Menjelaskan definisi Ijma’
2.
Menjelaskan dalil – dalil tentang Ijma’
3.
Menyebutkan syarat – syarat Ijma’
4.
Menjelaskan tingkatan Ijma’
5.
Menjelaskan kemungkinan terjainya Ijma’
6.
Menjelaskan pengertian Qiyas
7.
Menyebutkan rukun rukun qiyas
8.
Menyebutkan syarat – syarat Qiyas
9.
Menyebukan macam – macam Qiyas
10. Menjelaskan
Qiyas sebagai salah satu Metode Istinbat Hukum Islam
BAB II
PEMBAHASAN
A. IJMA’
1. Definisi Ijma’
Ijma’
secara etimonologi adalah sepakat. Adapun Ijma’ secara istilah kesepakatan
mujtahid setelah wafatnya Rasulullah Saw. [1]
2. Dalil-dalil yang menunjukkan pada
kehujjahan Ijma’
a.
Sabda Rasulullah Saw yang berbunyi :
مارأه
المسلمون حسنا فهو عند الله حسن
Artinya
: “Apa yang dipandang oleh kaum muslimin baik, maka menurut pandangan Allah
juga baik”.
b.
Sabda Rasulullah Saw
لا
تجمع امتى على ضلالة
Artinya
: “UmatKu tidak akan bersepakat atas perbuatan yang sesat”.
Demikian juga sabda Rasulullah Saw yang diriwayatkan oleh
Imam Syafi’i dari sahabat Umar bin Khatab R.A :
الا فمن سره بحجة الجنة فليلزم الجماعة فإن
الشيطان مع الفذ وهو من الاثنين ابعد
Artinya
: “Ingatlah barang siapa yang ingin menempati surga, maka bergabunglah
(ikutilah) jammah. Karena syaithan bersama orang-orang yang menyendiri. Ia akan
lebih jauh dari 2 orang dari pada orang yang menyendiri”.
Firman
Allah Swt :
ومن
يشاقف الرسول من بعد ما تبين الهدى ويتبع غير سبيل المؤمنين نوله ما تولى ونصله
جهنم وسأت مصيرا ( النساء :115
)
Artinya
: “Dan barang siapa yang menentang Rasul sesudah jelas kebenarannya baginya dan
mengikuti jalan yang bukan jalan orang-orang mukmin, kami biarkan ia berkuasa
terhadap kesesatan yang telah dikuasainya itu dan kami masukkan ia k edalam
neraka jahanam dan jahanam itu seburuk-buruk tempat kembali”.
Nash
di atas menjelaskan bahwa yang bukan jalannya orang mukmin adalah harom. Karena
berarti dia telah menentang Allah dan Rasul-Nya dengan ancaman neraka jahanam.

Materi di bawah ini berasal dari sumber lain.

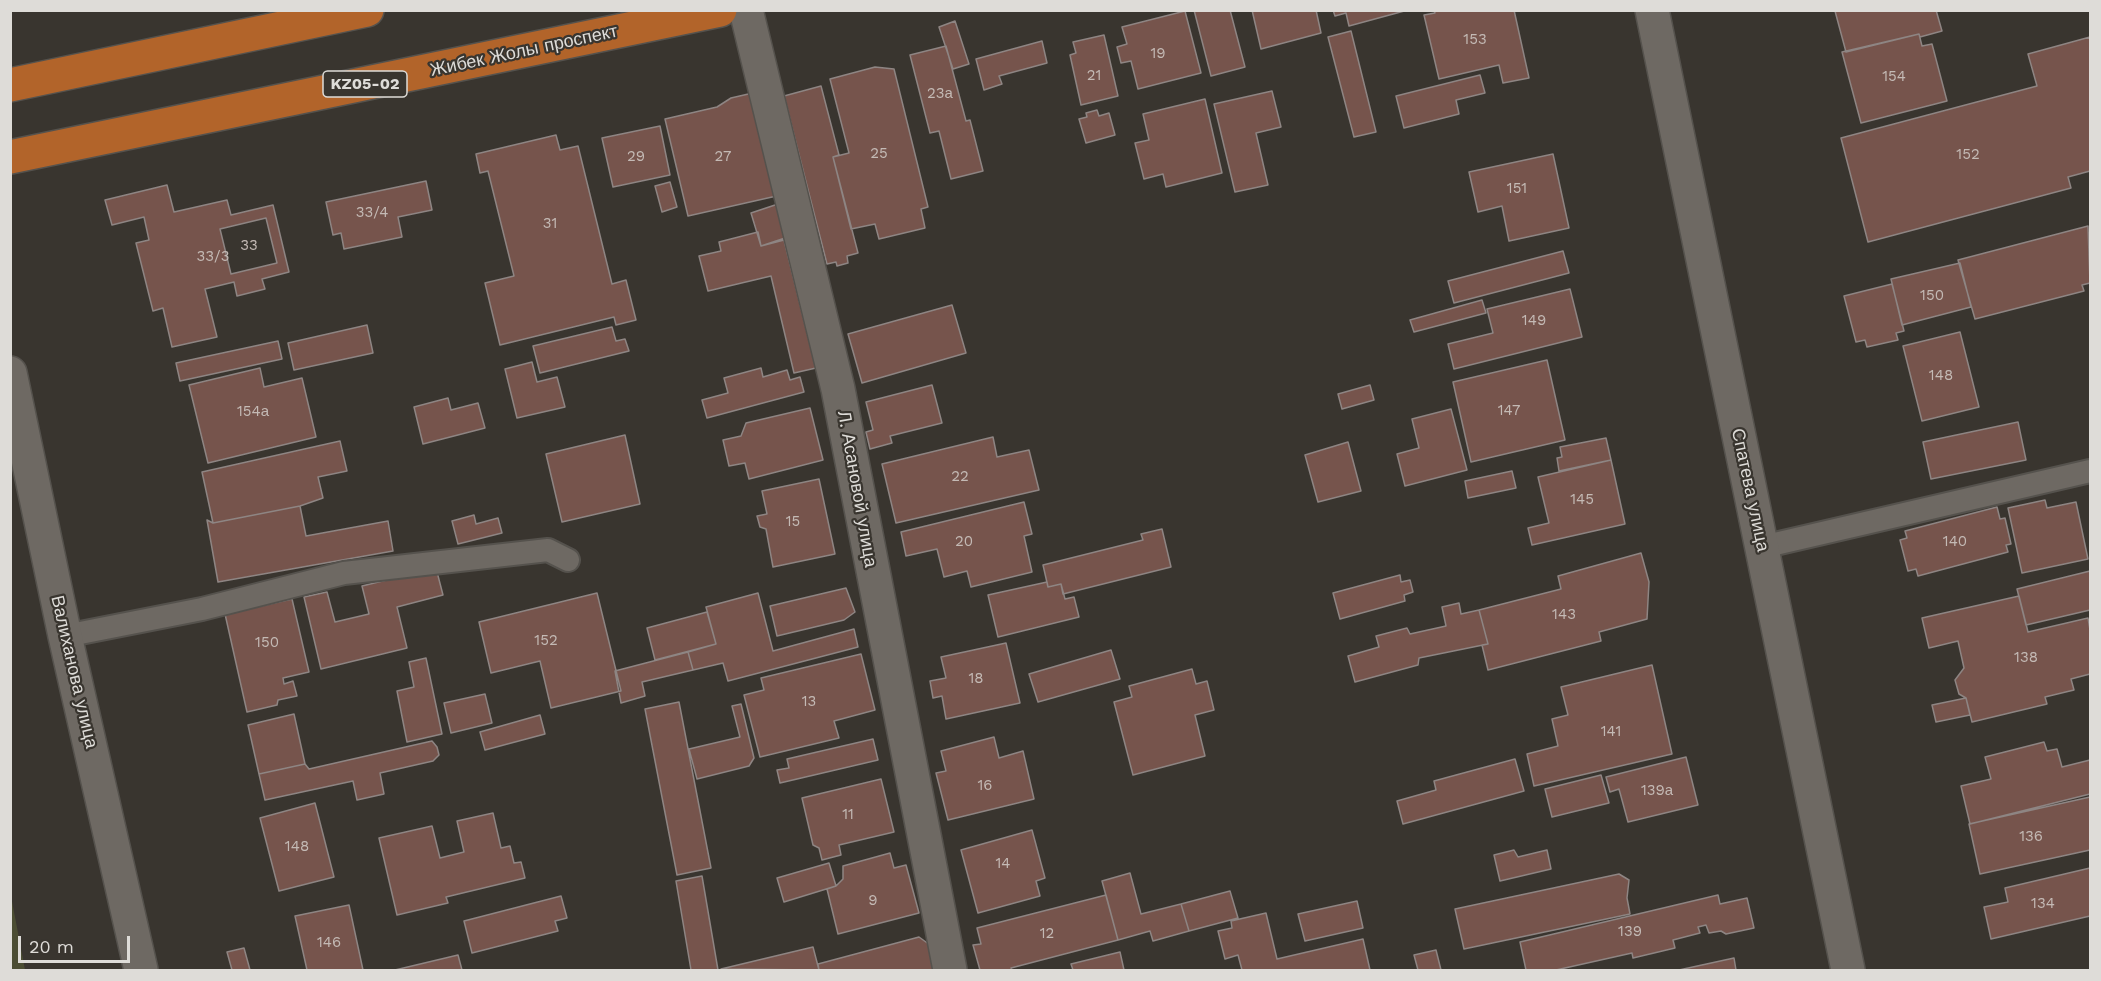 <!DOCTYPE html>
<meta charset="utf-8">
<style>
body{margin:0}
#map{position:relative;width:2101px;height:981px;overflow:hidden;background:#39352f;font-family:"Work Sans",sans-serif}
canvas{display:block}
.frame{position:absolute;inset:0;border:12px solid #dedcd8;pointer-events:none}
.scale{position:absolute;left:18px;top:936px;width:112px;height:27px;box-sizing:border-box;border:3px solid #dedcd8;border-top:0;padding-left:8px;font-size:18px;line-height:21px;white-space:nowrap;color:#dedcd8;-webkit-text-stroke:4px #39352f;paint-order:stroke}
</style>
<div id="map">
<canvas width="2101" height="981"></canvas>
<div class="frame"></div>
<div class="scale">20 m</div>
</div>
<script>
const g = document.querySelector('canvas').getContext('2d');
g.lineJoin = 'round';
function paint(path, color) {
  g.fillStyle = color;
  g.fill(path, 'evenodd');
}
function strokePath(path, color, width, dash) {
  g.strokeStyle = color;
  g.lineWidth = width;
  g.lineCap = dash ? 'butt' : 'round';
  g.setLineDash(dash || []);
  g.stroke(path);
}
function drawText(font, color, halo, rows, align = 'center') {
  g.font = font + ' "Work Sans",sans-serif';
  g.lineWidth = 4.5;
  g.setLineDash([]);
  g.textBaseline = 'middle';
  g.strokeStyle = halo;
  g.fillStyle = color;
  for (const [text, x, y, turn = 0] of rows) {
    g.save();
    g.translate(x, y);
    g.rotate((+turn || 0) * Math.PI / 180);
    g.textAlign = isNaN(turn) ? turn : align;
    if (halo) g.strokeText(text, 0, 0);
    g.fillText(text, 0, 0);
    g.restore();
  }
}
paint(new Path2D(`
 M10,896H11L25,970H11Z`), '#4b4d33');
const building = new Path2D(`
 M1194,10H1230L1245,67L1211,76Z
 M1252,10H1316L1321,33L1261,49Z
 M1333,10H1408L1349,26L1346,13L1335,16Z
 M1434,10H1514L1529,78L1503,83L1499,65L1439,79L1424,15L1435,13Z
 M1936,10L1942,31L1920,37L1919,34L1846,52L1835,11Z
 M1185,11L1201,73L1138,89L1131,61L1121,63L1117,47L1127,44L1122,27Z
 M955,21L969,64L953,69L939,27Z
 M1351,31L1376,132L1354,137L1328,37Z
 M1919,34L1922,46L1932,44L1947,101L1861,123L1842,52Z
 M1104,35L1118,96L1081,105L1070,55L1076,53L1073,42Z
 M2090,37V171L2068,177L2071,188L1868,242L1841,138L2037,86L2028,54Z
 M1042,41L1047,63L999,76L1002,84L984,90L976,59Z
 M946,46L966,121L970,120L983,171L951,179L939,131L930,133L910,55Z
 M875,67L894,69L928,207L921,209L925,228L879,239L875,224L851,229L833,157L849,153L830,79Z
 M1480,75L1485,93L1456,100L1459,114L1404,128L1396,96Z
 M821,86L839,155L833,157L858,253L847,256L848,263L837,266L836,262L827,264L784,96Z
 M1272,91L1281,127L1256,133L1268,185L1235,192L1214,104Z
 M757,92L781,195L688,216L665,119L717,107L731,98Z
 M1205,99L1222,173L1166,187L1163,174L1144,179L1135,143L1149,140L1143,114Z
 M1097,110L1099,116L1109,113L1115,135L1086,143L1079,119L1087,117L1086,113Z
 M660,126L670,175L613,187L602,138Z
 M556,135L560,150L578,146L612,284L626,280L636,320L616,325L614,317L500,345L485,283L514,276L488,171L480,173L476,154Z
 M1553,154L1569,228L1509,241L1502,206L1478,212L1469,172Z
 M426,181L432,210L398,217L402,237L344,249L341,233L333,235L326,202Z
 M670,182L677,207L662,212L655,186Z
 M167,185L174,212L227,200L231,215L273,205L289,272L262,279L265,289L237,296L234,282L205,289L217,337L172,347L163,308L153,311L136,243L149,240L144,217L112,225L105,200Z
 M781,203L791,236L761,246L751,213Z
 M266,218L277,263L231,274L220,229Z
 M2088,226L2090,283L2082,285L2084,291L1975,319L1958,260Z
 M758,232L761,246L784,240L816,368L794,373L771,276L708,291L699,256L721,251L719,242Z
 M1563,251L1569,273L1454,303L1448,281Z
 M1960,263L1971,307L1902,325L1891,279Z
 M1892,284L1904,331L1896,333L1898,340L1867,347L1865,340L1856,342L1844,296Z
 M1570,289L1582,337L1454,369L1448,344L1493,333L1487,309Z
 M1482,300L1486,313L1414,332L1410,320Z
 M952,305L966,353L862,383L848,334Z
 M367,325L373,353L294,370L288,343Z
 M612,327L616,341L625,339L629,351L540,373L533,346Z
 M1960,332L1979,407L1922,421L1903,346Z
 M278,341L282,359L180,381L176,363Z
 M1547,360L1565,440L1471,462L1453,382Z
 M532,362L537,382L557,377L565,407L517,418L505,369Z
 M260,368L264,387L302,378L316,437L208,463L189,385Z
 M761,368L763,377L787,370L790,380L800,377L804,392L707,418L702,400L728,393L724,378Z
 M932,385L942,423L890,436L892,443L870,449L866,432L873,430L866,402Z
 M1370,385L1374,400L1342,409L1338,394Z
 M448,398L451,410L478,403L485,428L423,444L414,407Z
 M810,408L823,460L749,479L745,463L729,466L723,440L741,436L746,423Z
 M1451,409L1467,470L1405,486L1397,454L1419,448L1412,419Z
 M2018,422L2026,460L1931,479L1923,442Z
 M625,435L640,504L562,522L546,454Z
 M993,437L997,457L1029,450L1039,490L896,523L882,464Z
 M1606,438L1611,460L1559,471L1557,458L1562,457L1560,447Z
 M340,441L347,471L318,477L323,498L300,506L213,523L202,472Z
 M1348,442L1361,491L1318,502L1305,455Z
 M1611,460L1625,524L1532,545L1528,528L1549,523L1538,477Z
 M1512,471L1516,488L1468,498L1465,481Z
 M819,479L835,554L773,567L766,529L760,527L757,516L767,514L762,491Z
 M2045,500L2047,508L2076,502L2088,559L2022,573L2008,508Z
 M1024,502L1032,534L1024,536L1032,572L971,587L967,571L944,577L937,549L906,556L901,532Z
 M300,506L306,536L388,521L393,551L218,582L207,520L213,523Z
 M1997,507L2000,519L2005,518L2011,544L2006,545L2008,552L1918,576L1916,569L1908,571L1900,540L1907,538L1905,531Z
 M474,515L476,524L498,518L502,533L458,544L452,521Z
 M1162,529L1171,567L1063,594L1061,584L1048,587L1043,565L1143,540L1141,534Z
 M1641,553L1649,582L1647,619L1599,632L1601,641L1488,670L1482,645L1488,644L1479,610L1561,589L1558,576Z
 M436,568L443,595L397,607L407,648L321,669L304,597L327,592L335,622L369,614L362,586Z
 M2090,571V610L2026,625L2017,589Z
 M1400,575L1401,582L1410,580L1413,592L1404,595L1405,601L1340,619L1333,593Z
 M1047,582L1048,587L1061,584L1065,599L1074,597L1079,617L998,637L988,595Z
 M846,588L855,612L844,620L777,636L770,606Z
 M597,593L621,691L551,708L540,661L491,673L479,622Z
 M758,593L773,651L854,629L858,647L728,681L723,663L693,670L688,652L716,644L706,607Z
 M2019,596L2028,632L2088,618L2090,630V674L2071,679L2074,690L2045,697L2047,704L1972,722L1966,698L1959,694L1955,680L1964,668L1958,641L1929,648L1922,618Z
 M292,599L309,672L283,678L284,684L293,681L297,696L278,700L277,705L247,712L225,614Z
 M1459,603L1461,614L1479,610L1488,644L1419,658L1418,665L1355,682L1348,656L1379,647L1376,636L1407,628L1410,634L1446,626L1442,607Z
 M707,612L716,644L655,660L647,628Z
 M1006,643L1020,703L946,719L942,696L933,698L930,681L946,678L941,657Z
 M1111,650L1120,679L1038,702L1029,674Z
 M688,652L693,670L642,682L645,696L621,703L615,671Z
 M861,654L875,710L834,721L839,738L760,757L744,695L764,690L761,678Z
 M426,658L442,734L407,742L397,691L414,687L409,662Z
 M1652,665L1672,754L1534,786L1527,754L1558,746L1552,719L1568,715L1561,687Z
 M1192,669L1196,684L1207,681L1214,710L1195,715L1205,756L1133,775L1114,702L1132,697L1129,686Z
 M485,694L492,723L451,733L444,703Z
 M1966,698L1970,715L1936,722L1932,705Z
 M679,702L711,868L677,875L645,709Z
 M741,704L754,758L749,766L697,779L689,749L740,737L732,706Z
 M294,714L305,764L259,774L248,725Z
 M540,715L545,734L485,750L480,732Z
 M994,737L999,758L1023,751L1034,799L948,820L936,773L946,771L941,751Z
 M873,739L878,760L780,783L777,770L789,768L787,759Z
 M432,741L437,747L439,755L433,761L380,773L384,794L357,800L353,781L265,800L259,774L305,764L309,769Z
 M2044,742L2047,751L2057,749L2062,767L2090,760V794L1970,824L1961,786L1991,779L1985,757Z
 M1686,757L1698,805L1628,822L1619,789L1610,792L1606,777Z
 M1515,759L1524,791L1403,824L1397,801L1436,790L1434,781Z
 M1601,775L1609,803L1552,817L1545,789Z
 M881,779L894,832L839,845L841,855L822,860L819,848L813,845L802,798Z
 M2090,797V850L1980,874L1969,824Z
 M315,803L334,877L279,891L260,818Z
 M493,813L501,848L510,846L514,863L521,862L525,878L446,897L448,903L397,915L379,838L432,826L440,858L464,852L457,821Z
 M1032,830L1045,878L1036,881L1040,896L978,913L961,850Z
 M1514,850L1518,857L1547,850L1551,869L1500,881L1494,855Z
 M890,853L894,868L906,865L919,913L838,934L827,889L836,886L843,879V866Z
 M829,863L836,886L784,902L777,878Z
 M2090,868V916L1991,939L1984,907L2008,902L2005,888Z
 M1130,873L1141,914L1181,904L1189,931L1153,941L1150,931L1118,940L1102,881Z
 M1619,874L1629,880L1627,898L1630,914L1464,949L1455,909Z
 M702,876L718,970H691L676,881Z
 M1230,891L1238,918L1189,931L1181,904Z
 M1106,895L1118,940L1011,968L1012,970H980L973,945L981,944L977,928Z
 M1718,895L1720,904L1747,898L1754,928L1726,934L1721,931L1709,933L1706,925L1698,927L1700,933L1673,940L1675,948L1633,958L1632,953L1556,970H1526L1520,942Z
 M561,896L567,918L555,921L558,931L472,953L464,921Z
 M1357,901L1363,928L1305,941L1298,914Z
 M349,905L363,970H307L295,916Z
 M1266,913L1277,959L1363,939L1370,970H1242L1238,955L1225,959L1218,931L1232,928L1231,921Z
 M919,937L930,945L936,970H819L818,964Z
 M813,947L819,970L721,969Z
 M244,948L250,970H232L227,952Z
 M1436,950L1441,970H1418L1414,955Z
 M1120,952L1124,970H1073L1071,964Z
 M458,955L462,970H395Z
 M1734,958L1736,970H1679Z`);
paint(building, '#76544c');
strokePath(building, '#8e8583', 1.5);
const service = new Path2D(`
 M1762,547L2090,471
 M65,636L202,609L344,573L548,550L568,560`);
const minor = new Path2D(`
 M746,10L838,389L950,970
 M10,373L65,636L141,970`);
const tertiary = new Path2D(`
 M1652,10L1848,970`);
const trunk = new Path2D(`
 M10,85L367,10
 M10,157L720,10`);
strokePath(service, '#55524d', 26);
strokePath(minor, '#55524d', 36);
strokePath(tertiary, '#55524d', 36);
strokePath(trunk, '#55524d', 36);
strokePath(service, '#6e6963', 22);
strokePath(minor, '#6e6963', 33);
strokePath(tertiary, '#6e6963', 33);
strokePath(trunk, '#b2642a', 33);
drawText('15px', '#c4bab5', null, [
 ["153",1475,40],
 ["19",1158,54],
 ["21",1094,76],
 ["154",1894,77],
 ["23а",940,94],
 ["25",879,154],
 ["152",1968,155],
 ["29",636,157],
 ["27",723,157],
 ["151",1517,189],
 ["33/4",372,213],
 ["31",550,224],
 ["33",249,246],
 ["33/3",213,257],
 ["150",1932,296],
 ["149",1534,321],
 ["148",1941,376],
 ["147",1509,411],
 ["154а",253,412],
 ["22",960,477],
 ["145",1582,500],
 ["15",793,522],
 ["20",964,542],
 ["140",1955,542],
 ["143",1564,615],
 ["152",546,641],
 ["150",267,643],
 ["138",2026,658],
 ["18",976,679],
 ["13",809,702],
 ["141",1611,732],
 ["16",985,786],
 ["139а",1657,791],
 ["11",848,815],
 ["136",2031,837],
 ["148",297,847],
 ["14",1003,864],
 ["9",873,901],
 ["134",2043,904],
 ["139",1630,932],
 ["12",1047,934],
 ["146",329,943]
]);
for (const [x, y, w] of [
 [365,84,84]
]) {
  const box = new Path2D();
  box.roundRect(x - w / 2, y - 13, w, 26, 4.5);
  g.fillStyle = '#39352f';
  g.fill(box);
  strokePath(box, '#dedcd8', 1.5);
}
drawText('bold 16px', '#dedcd8', null, [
 ["KZ05-02",365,84]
]);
drawText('18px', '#dedcd8', '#39352f', [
 ["Жибек Жолы проспект",524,51,-12],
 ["Л. Асановой улица",857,489,80],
 ["Спатева улица",1750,490,78],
 ["Валиханова улица",74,672,77]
]);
</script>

Dengan demikian mengikuti jalan orang mukmin adalah wajib. Jika jama’ah orang
mukmin mengatakan “ini halal” jika ada orang yang menyatakan hal tersebut
sebagai suatu yang “haram” maka dia tidak mengikuti jalan orang mukmin.
Oleh
karena itu bisa disimpulkan bahwasannya mengikuti pendapat orang-orang mukmin
berati suatu hal yang ditetapkan berdasarkan Ijma’. Dengan demikian Ijma’ dapat
dijadikan hujjah yang harus dipergunakan untuk menggali hukum syara’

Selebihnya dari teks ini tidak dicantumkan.